(Collected data entries)
◇ ◇ ◇ ◇

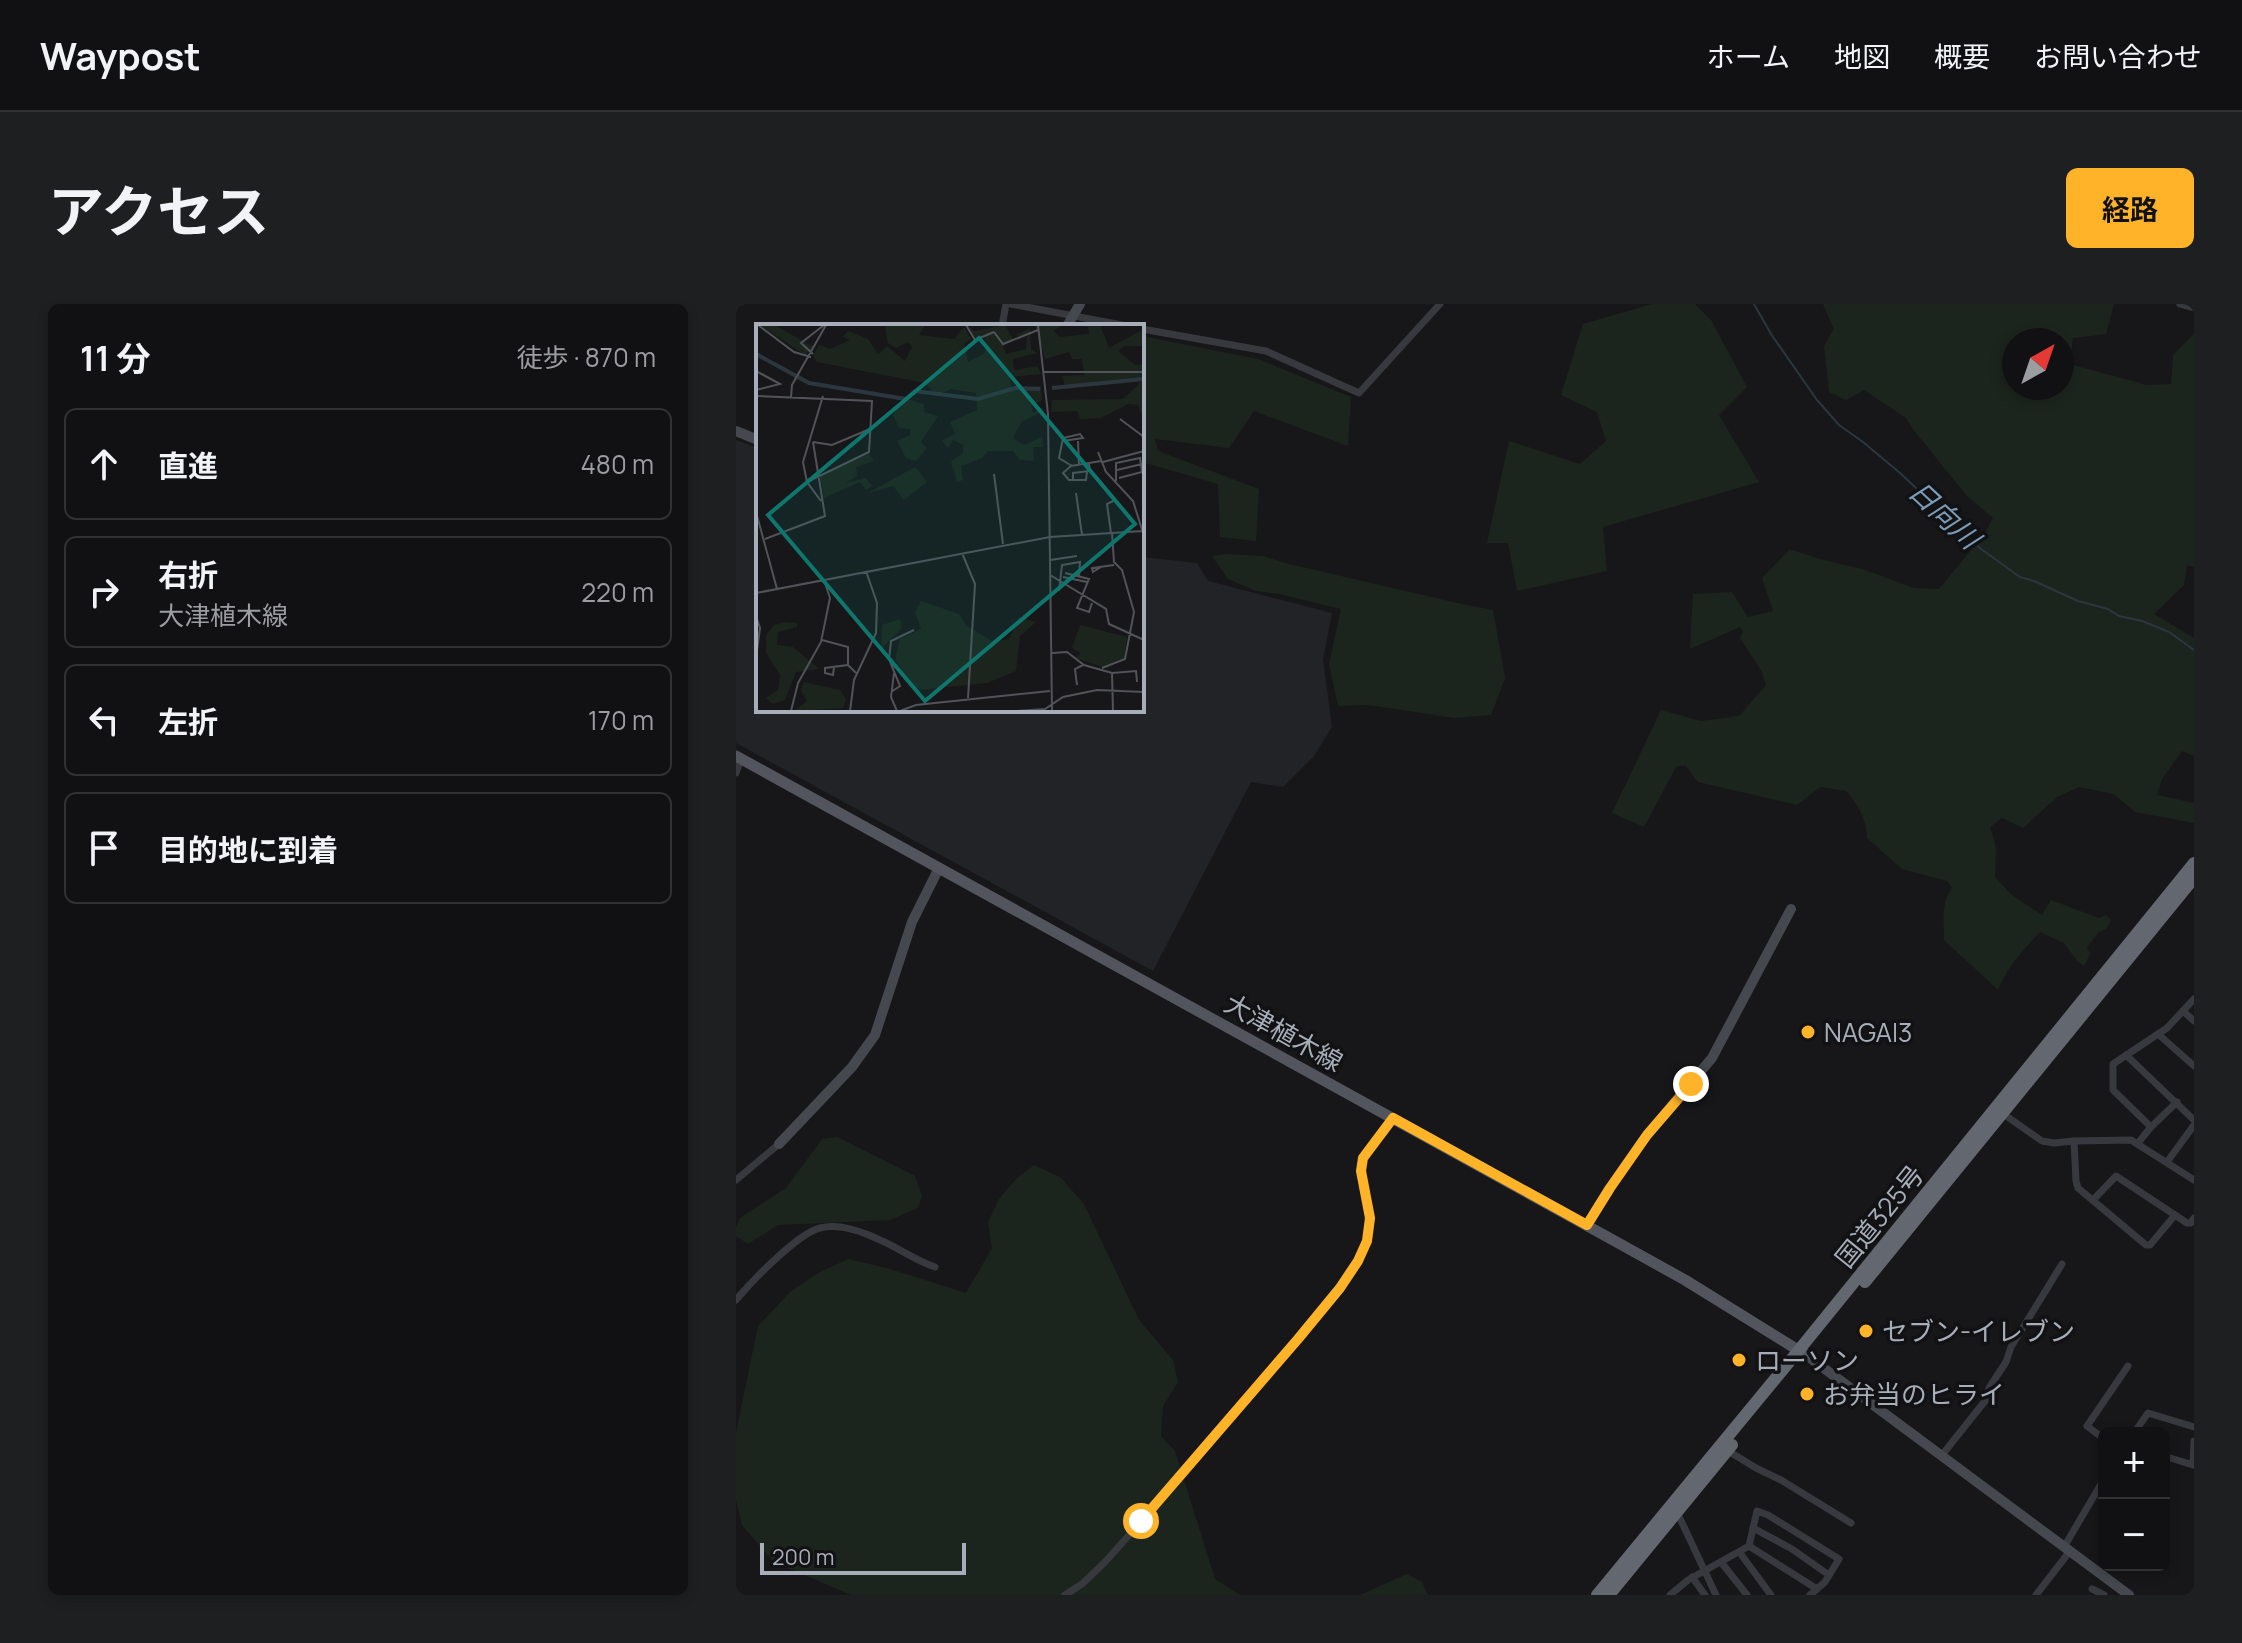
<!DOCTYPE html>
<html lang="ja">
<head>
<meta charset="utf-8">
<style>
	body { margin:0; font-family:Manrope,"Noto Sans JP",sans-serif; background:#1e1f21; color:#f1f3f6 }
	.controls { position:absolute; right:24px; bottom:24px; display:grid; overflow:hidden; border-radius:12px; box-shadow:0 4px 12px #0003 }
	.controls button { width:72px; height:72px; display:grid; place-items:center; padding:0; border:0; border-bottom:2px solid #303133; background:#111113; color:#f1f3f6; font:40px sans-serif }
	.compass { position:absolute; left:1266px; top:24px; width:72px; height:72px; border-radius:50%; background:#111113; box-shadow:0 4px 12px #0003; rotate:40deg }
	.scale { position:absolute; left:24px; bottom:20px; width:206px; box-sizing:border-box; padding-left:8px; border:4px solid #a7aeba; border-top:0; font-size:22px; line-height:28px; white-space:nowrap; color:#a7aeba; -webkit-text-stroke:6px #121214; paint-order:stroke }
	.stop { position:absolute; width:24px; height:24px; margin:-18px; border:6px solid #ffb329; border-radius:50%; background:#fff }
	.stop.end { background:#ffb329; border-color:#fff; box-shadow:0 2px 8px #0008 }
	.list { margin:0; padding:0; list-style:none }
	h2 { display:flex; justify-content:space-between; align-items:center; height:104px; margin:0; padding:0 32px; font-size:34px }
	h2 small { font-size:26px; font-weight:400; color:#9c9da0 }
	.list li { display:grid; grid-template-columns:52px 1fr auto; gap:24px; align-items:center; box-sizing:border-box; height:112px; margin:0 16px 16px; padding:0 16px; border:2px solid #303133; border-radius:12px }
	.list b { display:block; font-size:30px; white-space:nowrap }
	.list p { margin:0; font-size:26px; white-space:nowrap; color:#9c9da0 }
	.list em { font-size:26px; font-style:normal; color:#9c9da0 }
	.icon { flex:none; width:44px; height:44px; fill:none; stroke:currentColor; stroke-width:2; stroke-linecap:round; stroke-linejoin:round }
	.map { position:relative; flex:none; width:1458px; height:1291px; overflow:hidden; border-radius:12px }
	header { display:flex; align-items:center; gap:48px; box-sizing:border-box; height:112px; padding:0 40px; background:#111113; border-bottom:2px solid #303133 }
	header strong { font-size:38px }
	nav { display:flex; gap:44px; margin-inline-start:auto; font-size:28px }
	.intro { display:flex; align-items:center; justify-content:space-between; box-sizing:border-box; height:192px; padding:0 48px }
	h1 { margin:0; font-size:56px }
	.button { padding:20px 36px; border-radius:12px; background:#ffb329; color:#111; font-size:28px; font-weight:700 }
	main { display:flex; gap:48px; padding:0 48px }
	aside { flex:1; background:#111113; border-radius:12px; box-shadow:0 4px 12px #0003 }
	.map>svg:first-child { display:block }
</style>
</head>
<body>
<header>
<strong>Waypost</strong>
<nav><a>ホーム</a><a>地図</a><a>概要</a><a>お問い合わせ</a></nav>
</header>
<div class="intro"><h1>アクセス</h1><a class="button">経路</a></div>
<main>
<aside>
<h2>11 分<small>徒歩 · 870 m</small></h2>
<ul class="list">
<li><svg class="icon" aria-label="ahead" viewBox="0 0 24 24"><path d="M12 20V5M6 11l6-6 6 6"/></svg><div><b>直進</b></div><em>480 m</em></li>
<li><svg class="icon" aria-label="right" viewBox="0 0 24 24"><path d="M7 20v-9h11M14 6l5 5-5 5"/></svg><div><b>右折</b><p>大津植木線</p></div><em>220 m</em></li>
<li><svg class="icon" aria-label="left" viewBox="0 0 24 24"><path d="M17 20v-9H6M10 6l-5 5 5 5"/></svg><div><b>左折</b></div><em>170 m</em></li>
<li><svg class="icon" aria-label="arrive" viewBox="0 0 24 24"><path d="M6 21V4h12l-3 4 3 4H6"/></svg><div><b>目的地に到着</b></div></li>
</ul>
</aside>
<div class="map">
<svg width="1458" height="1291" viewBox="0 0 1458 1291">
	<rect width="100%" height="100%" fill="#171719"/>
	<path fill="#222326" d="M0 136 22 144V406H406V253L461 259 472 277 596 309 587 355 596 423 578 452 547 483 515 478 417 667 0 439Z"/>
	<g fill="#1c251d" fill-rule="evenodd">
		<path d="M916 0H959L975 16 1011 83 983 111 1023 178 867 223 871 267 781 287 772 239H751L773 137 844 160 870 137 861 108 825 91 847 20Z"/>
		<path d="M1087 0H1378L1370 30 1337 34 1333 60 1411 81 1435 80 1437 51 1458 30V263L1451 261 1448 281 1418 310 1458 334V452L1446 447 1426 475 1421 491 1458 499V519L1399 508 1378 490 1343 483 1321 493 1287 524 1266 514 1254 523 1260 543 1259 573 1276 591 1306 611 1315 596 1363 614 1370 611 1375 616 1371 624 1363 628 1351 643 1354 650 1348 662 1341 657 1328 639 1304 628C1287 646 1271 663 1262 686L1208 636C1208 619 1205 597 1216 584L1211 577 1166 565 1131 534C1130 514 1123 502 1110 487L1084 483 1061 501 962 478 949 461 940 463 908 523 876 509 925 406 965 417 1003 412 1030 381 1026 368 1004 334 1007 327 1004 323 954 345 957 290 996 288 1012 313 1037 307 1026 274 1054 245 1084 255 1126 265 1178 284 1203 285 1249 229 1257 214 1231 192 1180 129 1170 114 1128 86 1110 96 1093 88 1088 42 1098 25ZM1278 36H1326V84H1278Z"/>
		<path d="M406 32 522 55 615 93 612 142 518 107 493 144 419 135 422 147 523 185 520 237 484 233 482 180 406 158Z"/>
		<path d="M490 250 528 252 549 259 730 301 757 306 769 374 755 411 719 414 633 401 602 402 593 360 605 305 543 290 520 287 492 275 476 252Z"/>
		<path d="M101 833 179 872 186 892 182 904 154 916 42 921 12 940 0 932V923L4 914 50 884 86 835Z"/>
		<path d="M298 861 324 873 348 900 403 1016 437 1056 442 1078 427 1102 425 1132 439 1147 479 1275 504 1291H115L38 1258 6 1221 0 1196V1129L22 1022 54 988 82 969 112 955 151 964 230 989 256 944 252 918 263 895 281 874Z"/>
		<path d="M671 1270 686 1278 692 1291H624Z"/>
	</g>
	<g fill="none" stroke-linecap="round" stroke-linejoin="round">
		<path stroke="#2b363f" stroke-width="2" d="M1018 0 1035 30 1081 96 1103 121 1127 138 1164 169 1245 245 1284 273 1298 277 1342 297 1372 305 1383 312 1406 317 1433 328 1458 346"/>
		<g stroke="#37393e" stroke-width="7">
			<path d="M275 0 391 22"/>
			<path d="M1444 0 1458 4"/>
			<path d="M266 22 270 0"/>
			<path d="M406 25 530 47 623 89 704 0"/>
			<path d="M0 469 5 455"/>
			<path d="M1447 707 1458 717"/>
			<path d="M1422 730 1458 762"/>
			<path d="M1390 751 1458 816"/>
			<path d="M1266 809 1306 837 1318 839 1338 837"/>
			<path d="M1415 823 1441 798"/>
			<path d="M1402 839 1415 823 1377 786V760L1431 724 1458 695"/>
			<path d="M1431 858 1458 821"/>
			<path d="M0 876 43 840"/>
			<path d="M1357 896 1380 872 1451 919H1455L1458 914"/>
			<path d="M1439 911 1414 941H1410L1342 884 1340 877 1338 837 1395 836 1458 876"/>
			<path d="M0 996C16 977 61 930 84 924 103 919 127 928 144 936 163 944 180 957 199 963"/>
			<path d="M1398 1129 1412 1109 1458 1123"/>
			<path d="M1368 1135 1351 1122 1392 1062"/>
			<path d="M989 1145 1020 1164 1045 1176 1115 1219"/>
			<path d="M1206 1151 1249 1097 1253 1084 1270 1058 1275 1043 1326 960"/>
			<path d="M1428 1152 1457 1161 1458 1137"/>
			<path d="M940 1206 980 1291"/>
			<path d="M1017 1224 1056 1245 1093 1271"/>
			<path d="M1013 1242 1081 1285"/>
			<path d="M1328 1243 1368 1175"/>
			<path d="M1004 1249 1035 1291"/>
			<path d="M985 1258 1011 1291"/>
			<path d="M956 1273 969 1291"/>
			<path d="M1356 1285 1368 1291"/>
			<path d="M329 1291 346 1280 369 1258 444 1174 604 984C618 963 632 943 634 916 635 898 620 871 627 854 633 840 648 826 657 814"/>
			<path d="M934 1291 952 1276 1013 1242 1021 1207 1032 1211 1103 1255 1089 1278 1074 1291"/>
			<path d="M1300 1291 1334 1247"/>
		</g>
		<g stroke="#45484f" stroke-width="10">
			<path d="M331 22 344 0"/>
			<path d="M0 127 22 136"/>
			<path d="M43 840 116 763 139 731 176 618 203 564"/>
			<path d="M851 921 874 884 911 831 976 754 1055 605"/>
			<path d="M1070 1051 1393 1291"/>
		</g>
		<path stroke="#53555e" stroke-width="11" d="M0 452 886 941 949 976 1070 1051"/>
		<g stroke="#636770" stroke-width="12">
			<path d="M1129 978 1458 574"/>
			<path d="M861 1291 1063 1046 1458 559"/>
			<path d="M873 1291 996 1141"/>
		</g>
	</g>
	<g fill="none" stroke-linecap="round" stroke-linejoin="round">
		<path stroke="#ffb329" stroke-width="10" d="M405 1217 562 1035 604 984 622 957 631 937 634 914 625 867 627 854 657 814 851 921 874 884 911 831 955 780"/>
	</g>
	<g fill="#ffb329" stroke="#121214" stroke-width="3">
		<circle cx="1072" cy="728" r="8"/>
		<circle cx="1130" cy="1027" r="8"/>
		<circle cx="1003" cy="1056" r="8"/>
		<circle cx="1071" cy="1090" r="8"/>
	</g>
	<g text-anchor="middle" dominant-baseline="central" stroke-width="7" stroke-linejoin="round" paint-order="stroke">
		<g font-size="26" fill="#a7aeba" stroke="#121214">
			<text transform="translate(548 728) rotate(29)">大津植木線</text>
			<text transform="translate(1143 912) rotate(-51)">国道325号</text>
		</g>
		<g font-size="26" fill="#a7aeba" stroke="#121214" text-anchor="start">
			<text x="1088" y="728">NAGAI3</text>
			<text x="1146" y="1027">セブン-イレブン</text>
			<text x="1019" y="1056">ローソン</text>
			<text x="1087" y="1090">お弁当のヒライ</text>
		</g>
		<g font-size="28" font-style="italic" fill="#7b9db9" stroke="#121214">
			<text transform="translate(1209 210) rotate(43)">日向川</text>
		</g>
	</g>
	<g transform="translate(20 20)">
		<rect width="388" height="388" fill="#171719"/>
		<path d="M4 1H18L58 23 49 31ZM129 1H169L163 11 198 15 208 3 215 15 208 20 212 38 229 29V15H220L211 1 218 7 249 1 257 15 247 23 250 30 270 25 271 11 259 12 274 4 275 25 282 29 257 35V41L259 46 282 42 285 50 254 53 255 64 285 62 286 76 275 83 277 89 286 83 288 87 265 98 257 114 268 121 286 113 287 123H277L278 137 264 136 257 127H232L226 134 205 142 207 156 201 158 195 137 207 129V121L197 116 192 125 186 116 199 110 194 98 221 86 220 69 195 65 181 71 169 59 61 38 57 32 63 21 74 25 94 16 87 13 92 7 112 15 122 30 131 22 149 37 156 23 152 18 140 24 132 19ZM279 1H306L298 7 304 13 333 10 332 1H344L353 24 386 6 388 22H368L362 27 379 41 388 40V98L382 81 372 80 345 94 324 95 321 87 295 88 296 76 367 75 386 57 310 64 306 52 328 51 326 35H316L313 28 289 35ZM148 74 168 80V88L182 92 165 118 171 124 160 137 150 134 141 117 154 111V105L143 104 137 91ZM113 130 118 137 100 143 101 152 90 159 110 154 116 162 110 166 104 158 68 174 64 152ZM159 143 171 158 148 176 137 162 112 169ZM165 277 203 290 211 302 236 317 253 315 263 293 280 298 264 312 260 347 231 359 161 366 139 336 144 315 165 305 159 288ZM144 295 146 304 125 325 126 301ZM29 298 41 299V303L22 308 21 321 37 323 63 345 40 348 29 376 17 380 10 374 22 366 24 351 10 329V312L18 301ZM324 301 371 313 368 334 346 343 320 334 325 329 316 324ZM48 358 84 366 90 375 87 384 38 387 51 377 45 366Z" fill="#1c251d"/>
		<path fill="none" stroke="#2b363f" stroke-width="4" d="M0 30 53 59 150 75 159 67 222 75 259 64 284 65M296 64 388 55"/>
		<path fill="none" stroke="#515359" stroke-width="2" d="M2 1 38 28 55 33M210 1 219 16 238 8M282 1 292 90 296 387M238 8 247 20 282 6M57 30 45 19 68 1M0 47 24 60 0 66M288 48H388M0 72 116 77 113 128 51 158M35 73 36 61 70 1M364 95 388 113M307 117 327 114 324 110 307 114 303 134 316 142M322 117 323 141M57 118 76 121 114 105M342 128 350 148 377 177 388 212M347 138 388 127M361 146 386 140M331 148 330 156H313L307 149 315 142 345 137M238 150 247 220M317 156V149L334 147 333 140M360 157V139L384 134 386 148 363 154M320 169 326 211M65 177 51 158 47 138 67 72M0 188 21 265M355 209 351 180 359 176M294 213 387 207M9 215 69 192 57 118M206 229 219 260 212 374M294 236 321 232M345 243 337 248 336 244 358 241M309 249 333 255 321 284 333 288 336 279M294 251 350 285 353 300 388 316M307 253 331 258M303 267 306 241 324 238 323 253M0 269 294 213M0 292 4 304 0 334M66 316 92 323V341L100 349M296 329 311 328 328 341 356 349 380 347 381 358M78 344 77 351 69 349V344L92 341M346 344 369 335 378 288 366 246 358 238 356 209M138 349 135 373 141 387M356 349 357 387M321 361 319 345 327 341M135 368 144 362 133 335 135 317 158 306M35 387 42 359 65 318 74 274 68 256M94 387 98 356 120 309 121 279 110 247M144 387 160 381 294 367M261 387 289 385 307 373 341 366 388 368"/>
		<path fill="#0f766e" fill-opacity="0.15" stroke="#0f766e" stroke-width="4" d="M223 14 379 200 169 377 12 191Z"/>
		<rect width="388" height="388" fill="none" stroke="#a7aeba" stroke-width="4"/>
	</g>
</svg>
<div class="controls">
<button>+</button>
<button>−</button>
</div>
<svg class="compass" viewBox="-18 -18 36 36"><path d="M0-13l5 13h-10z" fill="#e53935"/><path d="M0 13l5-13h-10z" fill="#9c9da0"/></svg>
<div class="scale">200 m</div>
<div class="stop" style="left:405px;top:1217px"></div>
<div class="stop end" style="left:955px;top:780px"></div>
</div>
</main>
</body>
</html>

◇ ◇ ◇ ◇

### [To do]
The lines to return are those in the entries above that include "scale".

### [Output]
	.scale { position:absolute; left:24px; bottom:20px; width:206px; box-sizing:border-box; padding-left:8px; border:4px solid #a7aeba; border-top:0; font-size:22px; line-height:28px; white-space:nowrap; color:#a7aeba; -webkit-text-stroke:6px #121214; paint-order:stroke }
<div class="scale">200 m</div>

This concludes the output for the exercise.